Avant la crise du COVID, l’arrivée sur le niveau des 0 était un signal de crise. Depuis, nous sommes dans un processus de réajustement qui implique nécessairement la hausse des taux souverains. Ce processus est encore en phase de démarrage en Europe [voir notre article]. Dans les prochains mois, même dans le cas d’une reprise, il faut s’attendre à ce que l’écart entre les taux à 10 ans et à 2 ans se creuse. C’est un signe du maintien de fortes tensions économiques à moyen terme mais aussi d’une probable reprise plus ou moins durable à long terme.
La reprise ne sera pas parfaite…
Ainsi, nous entrons dans des marchés survalorisés à moyen terme, ce qui se retrouve sur le stress des marchés. D’autre part, nous entrons dans la deuxième phase de reprise qui va nécessairement impliquer des risques nouveaux. Divers risques sont à différencier :
- La hausse des taux en Europe ne fait que commencer.
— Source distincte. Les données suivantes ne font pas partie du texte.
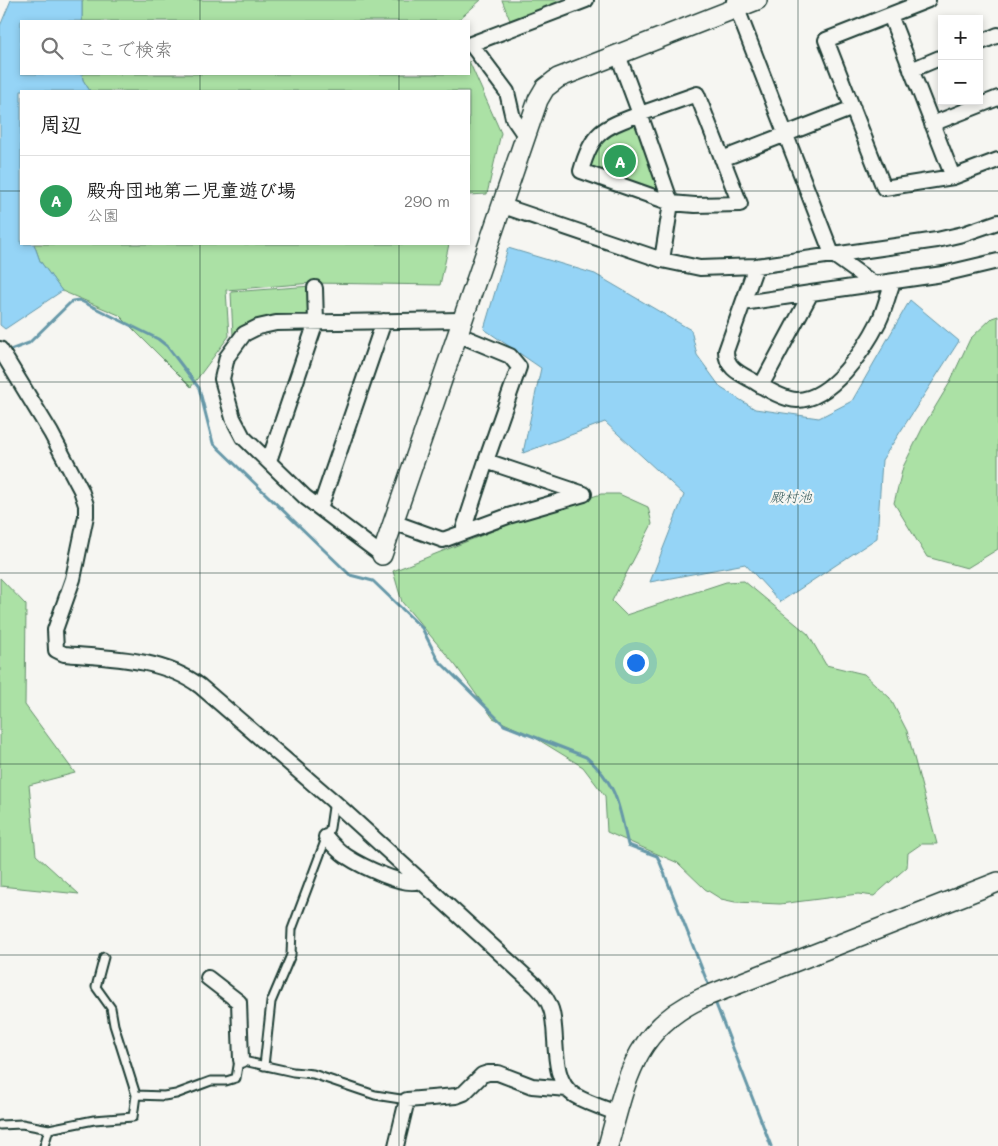 <!DOCTYPE html>
<html lang="ja">
<head>
<meta charset="utf-8">
<style>
  body { margin:0; font-family:Mali,"Klee One",sans-serif; background:#f6f6f6; color:#222 }
  .controls { position:absolute; right:15px; top:15px; display:grid; overflow:hidden; border-radius:0px; box-shadow:0 2px 8px #0003 }
  .controls button { width:45px; height:45px; display:grid; place-items:center; padding:0; border:0; border-bottom:1px solid #e0e0e0; background:#fff; color:#222; font:25px sans-serif }
  .you { position:absolute; left:635px; top:662px; width:18px; height:18px; margin:-12px; border:4px solid #fff; border-radius:50%; background:#1a73e8; box-shadow:0 0 0 8px #1a73e833 }
  .badge { display:grid; place-items:center; width:32px; height:32px; border-radius:50%; background:#1a73e8; color:#fff; font-size:16px; font-weight:700 }
  .pin { position:absolute; translate:-50% -50%; border:2px solid #fff; box-shadow:0 1px 5px #0006 }
  .list { margin:0; padding:0; list-style:none }
  h2 { display:flex; justify-content:space-between; align-items:center; height:65px; margin:0; padding:0 20px; font-size:21px }
  h2 small { font-size:16px; font-weight:400; color:#767676 }
  .list li { display:grid; grid-template-columns:32px 1fr auto; gap:15px; align-items:center; box-sizing:border-box; height:90px; padding:0 20px; border-top:1px solid #e0e0e0 }
  .list b { display:block; font-size:19px; white-space:nowrap }
  .list p { margin:0; font-size:16px; white-space:nowrap; color:#767676 }
  .list em { font-size:16px; font-style:normal; color:#767676 }
  .icon { flex:none; width:28px; height:28px; fill:none; stroke:currentColor; stroke-width:2; stroke-linecap:round; stroke-linejoin:round }
  .map { position:relative; flex:none; width:998px; height:1146px; overflow:hidden }
  .search { position:absolute; background:#fff; box-shadow:0 2px 8px #0003; left:20px; top:20px; width:450px; height:55px; display:flex; align-items:center; gap:12px; box-sizing:border-box; padding:0 18px; border-radius:0px; color:#767676; font-size:19px }
  .panel { position:absolute; background:#fff; box-shadow:0 2px 8px #0003; left:20px; top:90px; width:450px; height:155px; border-radius:0px }
  .map>svg:first-child { display:block }
</style>
</head>
<body>
<div class="map">
<svg width="998" height="1146" viewBox="0 0 998 1146">
  <rect width="100%" height="100%" fill="#f6f6f2"/>
  <filter id="ink" filterUnits="userSpaceOnUse"><feTurbulence type="fractalNoise" baseFrequency=".02" numOctaves="2"/><feDisplacementMap in="SourceGraphic" scale="10" xChannelSelector="R" yChannelSelector="G"/><feConvolveMatrix kernelMatrix="1 2 1 2 8 2 1 2 1" color-interpolation-filters="sRGB"/></filter>
  <g filter="url(#ink)">
    <path fill="#abe1a5" stroke="#658f6c" d="M82,0H481L457,21H82Z
      M502,0H570L511,23Z
      M469,61L501,133L487,194L469,195V91H90L83,80L82,74H469Z
      M633,121L637,123L660,188V193L587,165L601,138Z
      M34,244H449L440,285L313,283L226,290L229,336L191,387L119,315L62,291L40,261Z
      M311,286L312,314L309,316L242,328L233,336L231,292Z
      M998,316V549L967,568L927,557L894,503L903,467L923,427L949,384L970,339L992,318Z
      M601,494H619L648,507L652,524L612,601L626,615L726,582L744,581L808,634L826,665L864,674L890,698L907,731L937,844H921L908,853L907,867L874,896L858,894L780,904L735,902L721,899L705,889L678,863L607,832L605,796L583,767L534,737L493,718L456,666L402,602L393,571L520,520Z
      M0,578L26,605L25,705L75,773L29,785L36,855L79,894L0,886Z"/>
    <path fill="#95d4f6" stroke="#6698a8" d="M11,0H82V21H21V74H82L83,80L90,91H21V244H34L40,261L62,291L5,329L0,325V26Z
      M508,248L595,274L691,330L697,355L721,388L755,409L819,418L852,401L910,300L959,341L882,460L877,538L780,602L745,564L650,582L684,495L605,422L523,453L541,368L484,329Z"/>
    <g fill="none" stroke-linecap="round" stroke-linejoin="round">
      <path stroke="#6698a8" stroke-width="3" d="M5,352L29,343L72,301L79,300L158,339L167,346L199,388L213,443L350,575L373,581L422,628L438,660L504,725L586,757C618,784 619,807 628,845L657,856L659,860L710,989
        M714,999L771,1146"/>
      <defs>
        <path id="lane" d="M264,1066L271,1002L291,955L292,929L330,828L333,807L337,804
          M136,1095L164,1096L176,1094L211,1081H226L236,1078L239,1060L293,1072L313,1074L375,1095L407,1100
          M0,1125L22,1124L49,1129
          M44,1146L49,1129L94,1120L133,1117L136,1095L114,1025L111,1008L96,987L104,957"/>
        <path id="street" d="M928,0L826,40L884,188L953,177L998,160
          M734,1L832,254L874,284
          M890,15L953,177
          M979,43L998,35
          M618,55L640,114C603,128 592,131 581,171L671,203
          M911,70L942,57
          M932,124L998,98
          M526,137L513,118L507,92L471,44L586,0
          M722,159L853,108
          M503,206L662,260L700,268L756,266L937,240L963,234L998,222
          M662,260L671,203L695,205L740,204L697,94L640,114L671,203
          M756,266L726,351C726,369 741,374 755,382C765,388 784,400 797,400C831,400 865,349 879,321C885,309 888,294 893,282
          M743,303L811,293
          M0,349L51,433L81,490L86,505V516L73,579L55,630L56,650L64,654C110,658 163,658 200,686L332,800L536,986C543,993 548,1000 551,1009C559,1033 549,1080 574,1095C587,1103 603,1108 617,1113
          M761,386L811,293L943,274L998,261
          M269,461L316,322L315,288
          M320,508L384,321
          M393,522L443,540L508,516L584,494L486,461L519,367L510,356L457,334
          M463,531L486,461
          M382,555L305,497L243,437L233,418L222,379L227,357L244,334L258,327L276,323L462,320
          M326,837C332,844 338,851 346,856C358,864 408,890 420,880
          M208,978L239,1002L241,1060
          M396,1146L407,1100L456,1096L464,1093L482,1075L488,1073H498L532,1086L567,1089"/>
        <path id="secondary" d="M382,555L538,100L545,88L558,78L757,0
          M608,1146C626,1081 634,1029 702,998L998,882"/>
      </defs>
      <use href="#lane" stroke="#1f3d34" stroke-width="11"/>
      <use href="#street" stroke="#1f3d34" stroke-width="18"/>
      <use href="#secondary" stroke="#1f3d34" stroke-width="22"/>
      <use href="#lane" stroke="#f6f6f2" stroke-width="7"/>
      <use href="#street" stroke="#f6f6f2" stroke-width="14"/>
      <use href="#secondary" stroke="#f6f6f2" stroke-width="19"/>
    </g>
  </g>
  <path fill="none" stroke="#1f3d34" stroke-width="1" stroke-opacity="0.55" d="M200,0V21M399,0V21M599,0V1146M798,0V1146M200,74V91M399,74V91M0,191H21M469,191H998M200,244V1146M399,244V1146M0,382H998M0,573H998M0,764H998M0,955H998"/>
  <g text-anchor="middle" dominant-baseline="central" stroke-width="4.5" stroke-linejoin="round" paint-order="stroke">
    <g font-size="14" font-style="italic" fill="#375b5b" stroke="#f6f6f2">
      <text x="791" y="496">殿村池</text>
    </g>
  </g>
</svg>
<div class="controls">
<button>+</button>
<button>−</button>
</div>
<div class="you"></div>
<div class="pin badge" style="left:620px;top:161px;background:#2e9e5b">A</div>
<div class="search"><svg class="icon" aria-label="search" viewBox="0 0 24 24"><circle cx="10" cy="10" r="6"/><path d="M15 15l6 6"/></svg>ここで検索</div>
<section class="panel">
<h2>周辺<small></small></h2>
<ul class="list">
<li><span class="badge" style="background:#2e9e5b">A</span><div><b>殿舟団地第二児童遊び場</b><p>公園</p></div><em>290 m</em></li>
</ul>
</section>
</div>
</body>
</html>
Les tensions sur les taux européens devraient se maintenir au moins jusqu’au premier semestre 2022. Le taux français à 10 ans continue sa hausse et dépasse le niveau des 0,25%, niveau qui n’a pas été atteint depuis 2 ans ! Les risques sur les taux sont bien réels et devraient se poursuivre à l’été et à l’automne alors que la reprise va accélérer l’inflation en Europe.
- La reprise est une reprise par effet de base. L’endettement restera mécaniquement plus élevé, les entreprises plus vulnérables, le chômage et le taux d’épargne structurellement plus élevé. Cela aboutira à une économie moins performante, avec une diminution du potentiel haussier des indices et des risques de liquidités accrus hors interventions des banques centrales.
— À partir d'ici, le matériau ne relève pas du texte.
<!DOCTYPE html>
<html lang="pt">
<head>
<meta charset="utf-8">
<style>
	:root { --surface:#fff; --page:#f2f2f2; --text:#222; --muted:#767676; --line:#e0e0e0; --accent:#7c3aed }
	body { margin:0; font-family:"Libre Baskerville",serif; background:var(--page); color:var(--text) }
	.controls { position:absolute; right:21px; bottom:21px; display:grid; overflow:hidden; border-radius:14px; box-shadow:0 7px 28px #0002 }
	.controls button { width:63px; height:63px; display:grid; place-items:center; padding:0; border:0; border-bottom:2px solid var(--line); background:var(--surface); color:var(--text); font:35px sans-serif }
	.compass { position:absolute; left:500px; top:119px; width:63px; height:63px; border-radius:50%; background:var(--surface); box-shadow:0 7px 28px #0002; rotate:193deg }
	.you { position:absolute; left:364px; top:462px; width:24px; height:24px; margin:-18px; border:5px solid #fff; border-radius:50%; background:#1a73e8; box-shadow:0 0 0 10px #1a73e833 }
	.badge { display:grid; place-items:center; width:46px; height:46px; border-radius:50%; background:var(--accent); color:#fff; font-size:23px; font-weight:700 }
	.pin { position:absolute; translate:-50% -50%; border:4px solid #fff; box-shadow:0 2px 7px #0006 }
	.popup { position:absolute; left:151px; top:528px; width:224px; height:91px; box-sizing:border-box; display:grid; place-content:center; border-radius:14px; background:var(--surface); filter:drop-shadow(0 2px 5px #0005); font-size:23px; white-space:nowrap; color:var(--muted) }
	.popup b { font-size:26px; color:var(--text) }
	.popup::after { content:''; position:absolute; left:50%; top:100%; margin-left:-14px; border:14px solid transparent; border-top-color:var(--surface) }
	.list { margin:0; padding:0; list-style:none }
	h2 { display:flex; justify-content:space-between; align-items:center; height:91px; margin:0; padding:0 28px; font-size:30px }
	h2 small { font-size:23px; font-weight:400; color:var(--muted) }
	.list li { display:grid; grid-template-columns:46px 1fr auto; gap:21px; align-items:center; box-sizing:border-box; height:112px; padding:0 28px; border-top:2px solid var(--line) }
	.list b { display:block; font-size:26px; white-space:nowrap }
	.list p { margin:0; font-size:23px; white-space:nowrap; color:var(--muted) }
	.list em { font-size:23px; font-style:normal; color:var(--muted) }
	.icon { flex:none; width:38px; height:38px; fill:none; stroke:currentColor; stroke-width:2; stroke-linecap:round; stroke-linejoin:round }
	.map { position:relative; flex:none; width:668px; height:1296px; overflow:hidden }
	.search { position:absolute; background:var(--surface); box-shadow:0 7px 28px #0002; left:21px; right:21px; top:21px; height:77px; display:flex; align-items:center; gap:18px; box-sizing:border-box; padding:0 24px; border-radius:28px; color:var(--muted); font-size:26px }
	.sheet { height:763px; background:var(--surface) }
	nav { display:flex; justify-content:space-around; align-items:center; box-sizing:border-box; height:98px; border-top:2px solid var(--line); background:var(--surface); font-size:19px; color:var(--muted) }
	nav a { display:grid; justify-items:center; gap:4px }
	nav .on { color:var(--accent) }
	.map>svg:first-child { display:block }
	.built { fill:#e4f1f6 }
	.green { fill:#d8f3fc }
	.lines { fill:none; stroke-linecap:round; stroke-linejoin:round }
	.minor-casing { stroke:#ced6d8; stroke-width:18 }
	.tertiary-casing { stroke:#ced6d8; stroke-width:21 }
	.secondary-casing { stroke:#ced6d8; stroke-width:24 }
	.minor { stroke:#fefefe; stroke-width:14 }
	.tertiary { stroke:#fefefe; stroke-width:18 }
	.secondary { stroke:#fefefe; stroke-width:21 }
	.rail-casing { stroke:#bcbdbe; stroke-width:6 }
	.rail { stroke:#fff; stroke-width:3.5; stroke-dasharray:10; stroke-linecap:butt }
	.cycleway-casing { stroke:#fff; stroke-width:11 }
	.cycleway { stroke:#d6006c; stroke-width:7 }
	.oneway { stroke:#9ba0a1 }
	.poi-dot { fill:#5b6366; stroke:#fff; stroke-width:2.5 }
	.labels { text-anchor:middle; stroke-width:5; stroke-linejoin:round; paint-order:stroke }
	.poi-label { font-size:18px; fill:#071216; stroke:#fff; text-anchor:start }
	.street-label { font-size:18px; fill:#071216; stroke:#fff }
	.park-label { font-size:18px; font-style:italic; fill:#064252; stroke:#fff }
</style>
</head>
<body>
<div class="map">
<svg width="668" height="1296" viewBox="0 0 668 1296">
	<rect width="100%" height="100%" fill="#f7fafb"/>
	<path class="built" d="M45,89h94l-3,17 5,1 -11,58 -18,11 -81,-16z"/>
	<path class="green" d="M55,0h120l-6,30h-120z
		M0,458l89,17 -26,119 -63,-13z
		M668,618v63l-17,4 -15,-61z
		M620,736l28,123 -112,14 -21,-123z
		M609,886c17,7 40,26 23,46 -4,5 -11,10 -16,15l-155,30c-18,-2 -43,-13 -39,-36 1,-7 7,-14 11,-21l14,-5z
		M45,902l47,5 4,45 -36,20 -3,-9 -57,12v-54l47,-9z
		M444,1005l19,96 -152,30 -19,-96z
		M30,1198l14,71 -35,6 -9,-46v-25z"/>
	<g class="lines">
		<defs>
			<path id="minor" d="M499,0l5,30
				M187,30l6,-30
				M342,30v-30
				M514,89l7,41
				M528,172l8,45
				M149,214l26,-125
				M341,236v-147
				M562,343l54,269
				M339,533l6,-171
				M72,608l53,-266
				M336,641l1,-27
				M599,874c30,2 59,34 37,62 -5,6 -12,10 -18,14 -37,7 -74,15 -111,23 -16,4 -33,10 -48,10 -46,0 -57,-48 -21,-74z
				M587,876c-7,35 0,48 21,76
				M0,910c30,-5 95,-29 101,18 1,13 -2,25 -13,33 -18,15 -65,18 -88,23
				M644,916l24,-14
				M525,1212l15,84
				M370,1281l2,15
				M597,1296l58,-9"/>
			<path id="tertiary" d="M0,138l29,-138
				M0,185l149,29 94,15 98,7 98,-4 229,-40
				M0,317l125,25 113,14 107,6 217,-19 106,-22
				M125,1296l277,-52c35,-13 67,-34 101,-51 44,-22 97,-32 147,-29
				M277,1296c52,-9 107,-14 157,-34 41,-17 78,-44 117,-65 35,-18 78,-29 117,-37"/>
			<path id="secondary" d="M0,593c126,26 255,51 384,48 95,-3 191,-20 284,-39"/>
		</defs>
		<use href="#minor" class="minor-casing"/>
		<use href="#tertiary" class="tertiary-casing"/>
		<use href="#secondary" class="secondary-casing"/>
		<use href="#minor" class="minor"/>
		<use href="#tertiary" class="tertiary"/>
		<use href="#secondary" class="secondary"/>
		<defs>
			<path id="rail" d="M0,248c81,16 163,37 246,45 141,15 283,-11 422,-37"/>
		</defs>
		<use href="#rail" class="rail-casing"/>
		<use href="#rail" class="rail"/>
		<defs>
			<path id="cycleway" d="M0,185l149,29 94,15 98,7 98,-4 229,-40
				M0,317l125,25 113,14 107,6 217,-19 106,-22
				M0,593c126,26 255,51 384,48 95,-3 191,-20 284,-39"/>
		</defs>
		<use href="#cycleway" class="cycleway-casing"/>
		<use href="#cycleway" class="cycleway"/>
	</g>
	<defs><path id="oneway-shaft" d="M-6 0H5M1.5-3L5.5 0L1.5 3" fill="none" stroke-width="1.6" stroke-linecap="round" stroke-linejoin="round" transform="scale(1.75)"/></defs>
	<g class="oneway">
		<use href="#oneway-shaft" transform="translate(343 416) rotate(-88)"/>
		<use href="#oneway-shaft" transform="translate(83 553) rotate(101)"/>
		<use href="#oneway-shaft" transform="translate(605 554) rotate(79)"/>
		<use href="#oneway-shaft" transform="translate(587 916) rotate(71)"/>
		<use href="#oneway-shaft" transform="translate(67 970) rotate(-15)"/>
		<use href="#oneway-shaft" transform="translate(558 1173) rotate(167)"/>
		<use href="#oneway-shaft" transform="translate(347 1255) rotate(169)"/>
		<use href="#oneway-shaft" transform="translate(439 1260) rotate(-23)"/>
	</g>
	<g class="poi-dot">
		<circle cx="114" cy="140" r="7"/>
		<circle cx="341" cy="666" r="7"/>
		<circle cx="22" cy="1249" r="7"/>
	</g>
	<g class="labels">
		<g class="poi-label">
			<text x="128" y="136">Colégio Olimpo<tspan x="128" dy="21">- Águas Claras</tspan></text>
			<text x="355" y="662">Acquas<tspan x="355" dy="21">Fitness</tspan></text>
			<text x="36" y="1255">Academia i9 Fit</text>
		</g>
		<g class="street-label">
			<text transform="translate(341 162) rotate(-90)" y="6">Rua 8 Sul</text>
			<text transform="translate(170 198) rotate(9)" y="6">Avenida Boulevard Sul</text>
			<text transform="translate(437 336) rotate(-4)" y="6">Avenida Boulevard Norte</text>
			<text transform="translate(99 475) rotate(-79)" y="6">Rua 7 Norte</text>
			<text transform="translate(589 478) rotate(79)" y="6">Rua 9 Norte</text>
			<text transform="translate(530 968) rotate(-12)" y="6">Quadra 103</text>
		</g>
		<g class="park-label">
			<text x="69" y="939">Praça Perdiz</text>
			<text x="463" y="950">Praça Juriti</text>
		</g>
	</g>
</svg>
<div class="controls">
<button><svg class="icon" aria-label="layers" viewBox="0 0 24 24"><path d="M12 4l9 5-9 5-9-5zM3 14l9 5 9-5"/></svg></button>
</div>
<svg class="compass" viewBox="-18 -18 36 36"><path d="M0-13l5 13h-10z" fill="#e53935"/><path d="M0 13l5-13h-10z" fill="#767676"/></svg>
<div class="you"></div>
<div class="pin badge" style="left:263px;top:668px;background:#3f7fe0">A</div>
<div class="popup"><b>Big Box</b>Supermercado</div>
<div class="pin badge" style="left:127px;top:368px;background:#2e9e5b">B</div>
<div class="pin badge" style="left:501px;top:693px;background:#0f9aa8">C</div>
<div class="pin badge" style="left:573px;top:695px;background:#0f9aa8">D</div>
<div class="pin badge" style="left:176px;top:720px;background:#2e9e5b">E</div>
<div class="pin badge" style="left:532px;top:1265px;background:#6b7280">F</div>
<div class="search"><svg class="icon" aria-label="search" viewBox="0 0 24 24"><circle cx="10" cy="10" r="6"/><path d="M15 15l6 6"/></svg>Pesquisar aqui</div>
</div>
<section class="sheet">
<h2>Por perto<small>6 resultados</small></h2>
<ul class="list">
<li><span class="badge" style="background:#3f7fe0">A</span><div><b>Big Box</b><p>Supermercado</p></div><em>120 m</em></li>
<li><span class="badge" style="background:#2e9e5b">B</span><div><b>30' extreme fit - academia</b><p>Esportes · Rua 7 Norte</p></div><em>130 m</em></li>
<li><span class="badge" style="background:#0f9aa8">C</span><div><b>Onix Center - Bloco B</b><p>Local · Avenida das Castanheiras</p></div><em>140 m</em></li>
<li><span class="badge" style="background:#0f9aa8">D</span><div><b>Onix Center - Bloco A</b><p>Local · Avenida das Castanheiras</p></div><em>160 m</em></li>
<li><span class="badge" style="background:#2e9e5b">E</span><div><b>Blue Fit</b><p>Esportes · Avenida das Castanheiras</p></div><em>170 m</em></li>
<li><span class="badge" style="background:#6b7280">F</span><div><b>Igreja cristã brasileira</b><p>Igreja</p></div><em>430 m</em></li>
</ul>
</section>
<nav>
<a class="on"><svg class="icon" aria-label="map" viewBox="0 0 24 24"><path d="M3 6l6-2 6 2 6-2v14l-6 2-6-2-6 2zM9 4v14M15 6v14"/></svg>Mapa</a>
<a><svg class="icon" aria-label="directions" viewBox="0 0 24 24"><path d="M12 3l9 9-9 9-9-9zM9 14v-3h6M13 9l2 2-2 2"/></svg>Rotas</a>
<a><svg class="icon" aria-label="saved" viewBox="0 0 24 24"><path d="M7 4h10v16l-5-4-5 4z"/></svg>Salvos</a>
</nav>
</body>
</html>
- La reprise ne sera pas uniforme et l’écart des dynamiques de croissance en Europe va se creuser. En outre, on notera par exemple que le solde TARGET 2 (voir note en bas de page) est très divergent. Les pays du Nord de l’Europe comme l’Allemagne ou le Luxembourg sont très nettement créditeurs tandis que les pays du Sud sont débiteurs. Il s’agit principalement de l’Espagne (débiteur de 500Mds€ comme l’Italie), de l’Italie et de Grèce, ainsi que de la BCE et de la France.
En bref, la reprise en cours en Europe va générer, comme après 2000 ou 2009, des risques sur certains secteurs, les États et les marchés boursiers. Il s’agit essentiellement de risques de moyen terme. On pourrait ainsi assister à des mouvements correctifs sur actions à l’été et des risques obligataires à l’automne 2021 et au printemps 2022.
Note : pour écrire simplement, TARGET 2 est un système de paiement entre banques centrales et commerciales en zone euro uniquement. Tous les 6 jours, plus de 13 000 milliards de dollars y sont échangés, soit autant que le PIB de la zone euro. Ce système est révélateur des flux de capitaux qui prennent effet entre les pays de la zone euro. À long terme, on observe une divergence croissante entre les pays créditeurs et débiteurs cités précédemment. Ce qui est dangereux.